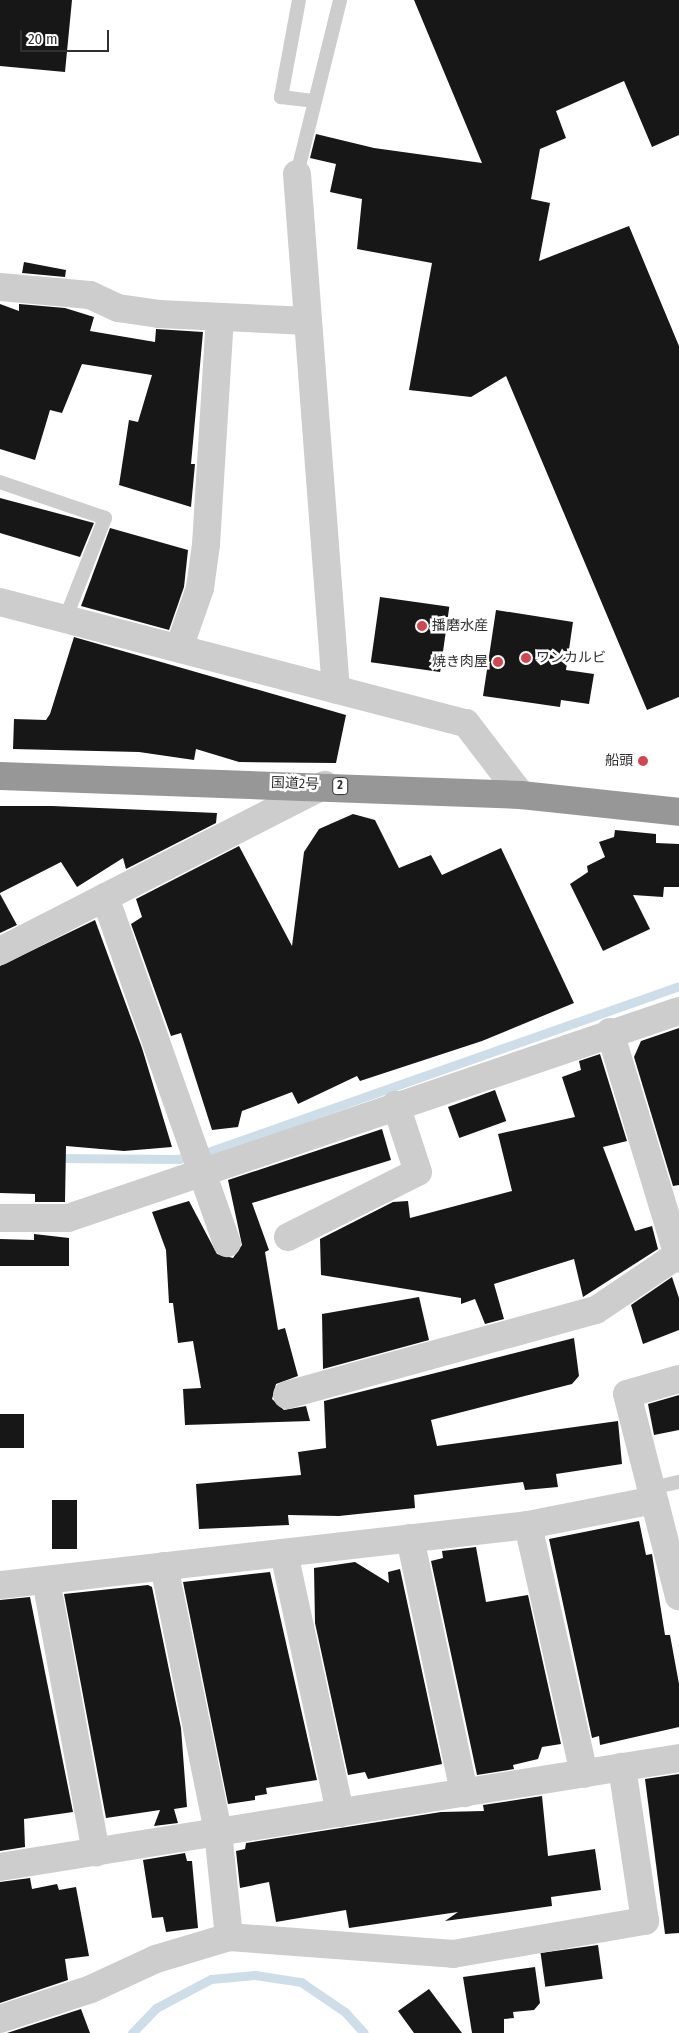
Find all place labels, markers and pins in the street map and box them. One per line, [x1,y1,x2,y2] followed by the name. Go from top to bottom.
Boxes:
[432,618,488,634] place label: 播磨水産
[416,620,428,632] marker: 播磨水産
[536,650,606,666] place label: ワンカルビ
[520,652,532,664] marker: ワンカルビ
[432,654,488,670] place label: 焼き肉屋
[492,656,504,668] marker: 焼き肉屋
[605,753,633,769] place label: 船頭
[637,755,649,767] marker: 船頭

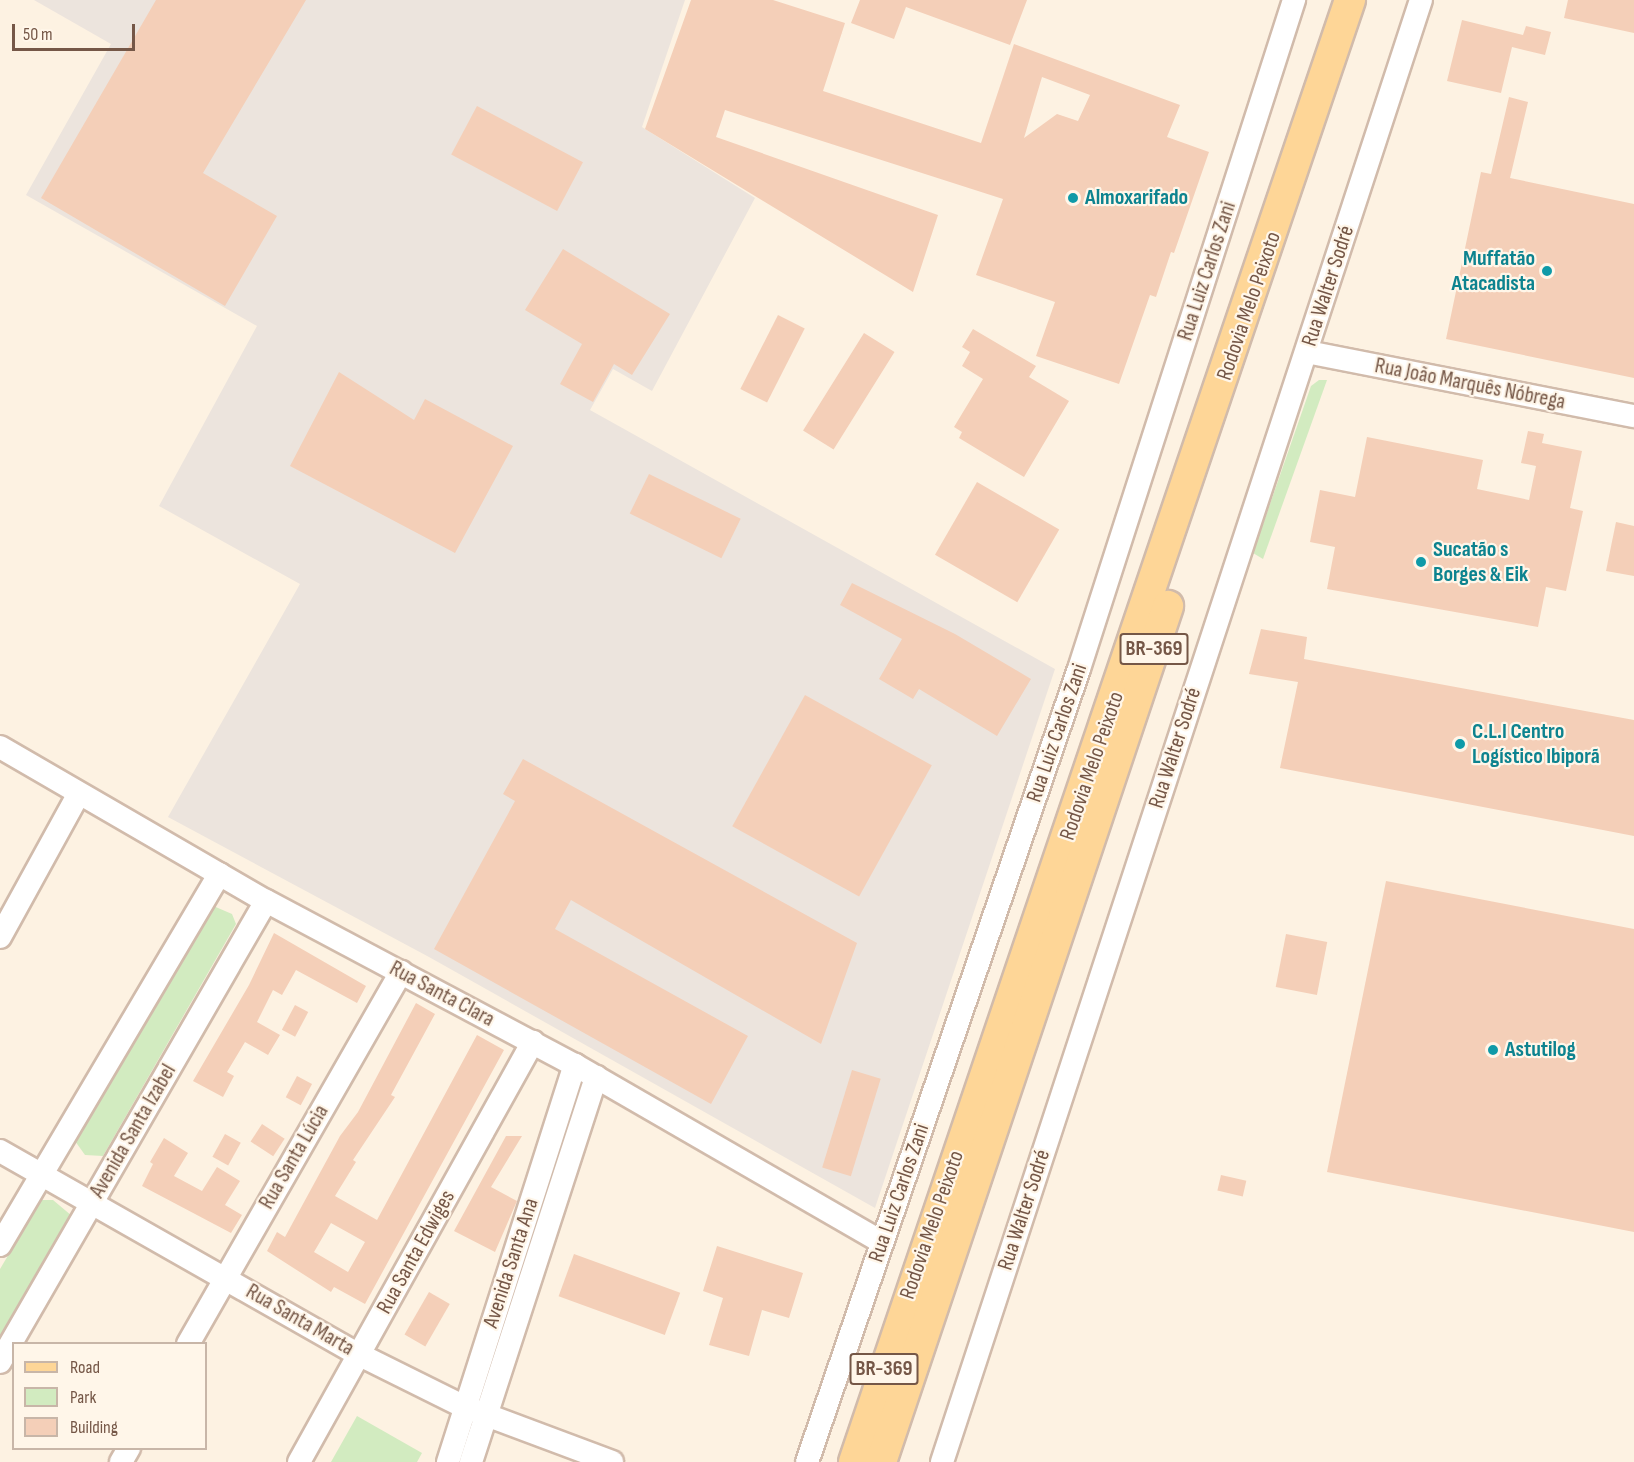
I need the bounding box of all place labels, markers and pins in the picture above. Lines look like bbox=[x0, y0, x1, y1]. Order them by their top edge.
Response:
place label: Almoxarifado bbox=[1085, 185, 1188, 211]
marker: Almoxarifado bbox=[1066, 191, 1080, 205]
place label: Muffatão Atacadista bbox=[1452, 245, 1535, 296]
marker: Muffatão Atacadista bbox=[1540, 264, 1554, 278]
place label: Sucatão s Borges & Eik bbox=[1433, 536, 1528, 588]
marker: Sucatão s Borges & Eik bbox=[1414, 555, 1428, 569]
place label: C.L.I Centro Logístico Ibiporã bbox=[1472, 718, 1600, 770]
marker: C.L.I Centro Logístico Ibiporã bbox=[1453, 737, 1467, 751]
place label: Astutilog bbox=[1505, 1037, 1576, 1063]
marker: Astutilog bbox=[1486, 1043, 1500, 1057]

• **About this task**:
In the copy, include every line of the records exactly and none of the images.

• **Solution to this task**:
Find all place labels, markers and pins in the street map and box them. One per line, [x1,y1,x2,y2] followed by the name. Go from top to bottom.
Boxes:
[432,618,488,634] place label: 播磨水産
[416,620,428,632] marker: 播磨水産
[536,650,606,666] place label: ワンカルビ
[520,652,532,664] marker: ワンカルビ
[432,654,488,670] place label: 焼き肉屋
[492,656,504,668] marker: 焼き肉屋
[605,753,633,769] place label: 船頭
[637,755,649,767] marker: 船頭

I need the bounding box of all place labels, markers and pins in the picture above. Lines look like bbox=[x0, y0, x1, y1]. Order them by their top edge.
Response:
place label: Almoxarifado bbox=[1085, 185, 1188, 211]
marker: Almoxarifado bbox=[1066, 191, 1080, 205]
place label: Muffatão Atacadista bbox=[1452, 245, 1535, 296]
marker: Muffatão Atacadista bbox=[1540, 264, 1554, 278]
place label: Sucatão s Borges & Eik bbox=[1433, 536, 1528, 588]
marker: Sucatão s Borges & Eik bbox=[1414, 555, 1428, 569]
place label: C.L.I Centro Logístico Ibiporã bbox=[1472, 718, 1600, 770]
marker: C.L.I Centro Logístico Ibiporã bbox=[1453, 737, 1467, 751]
place label: Astutilog bbox=[1505, 1037, 1576, 1063]
marker: Astutilog bbox=[1486, 1043, 1500, 1057]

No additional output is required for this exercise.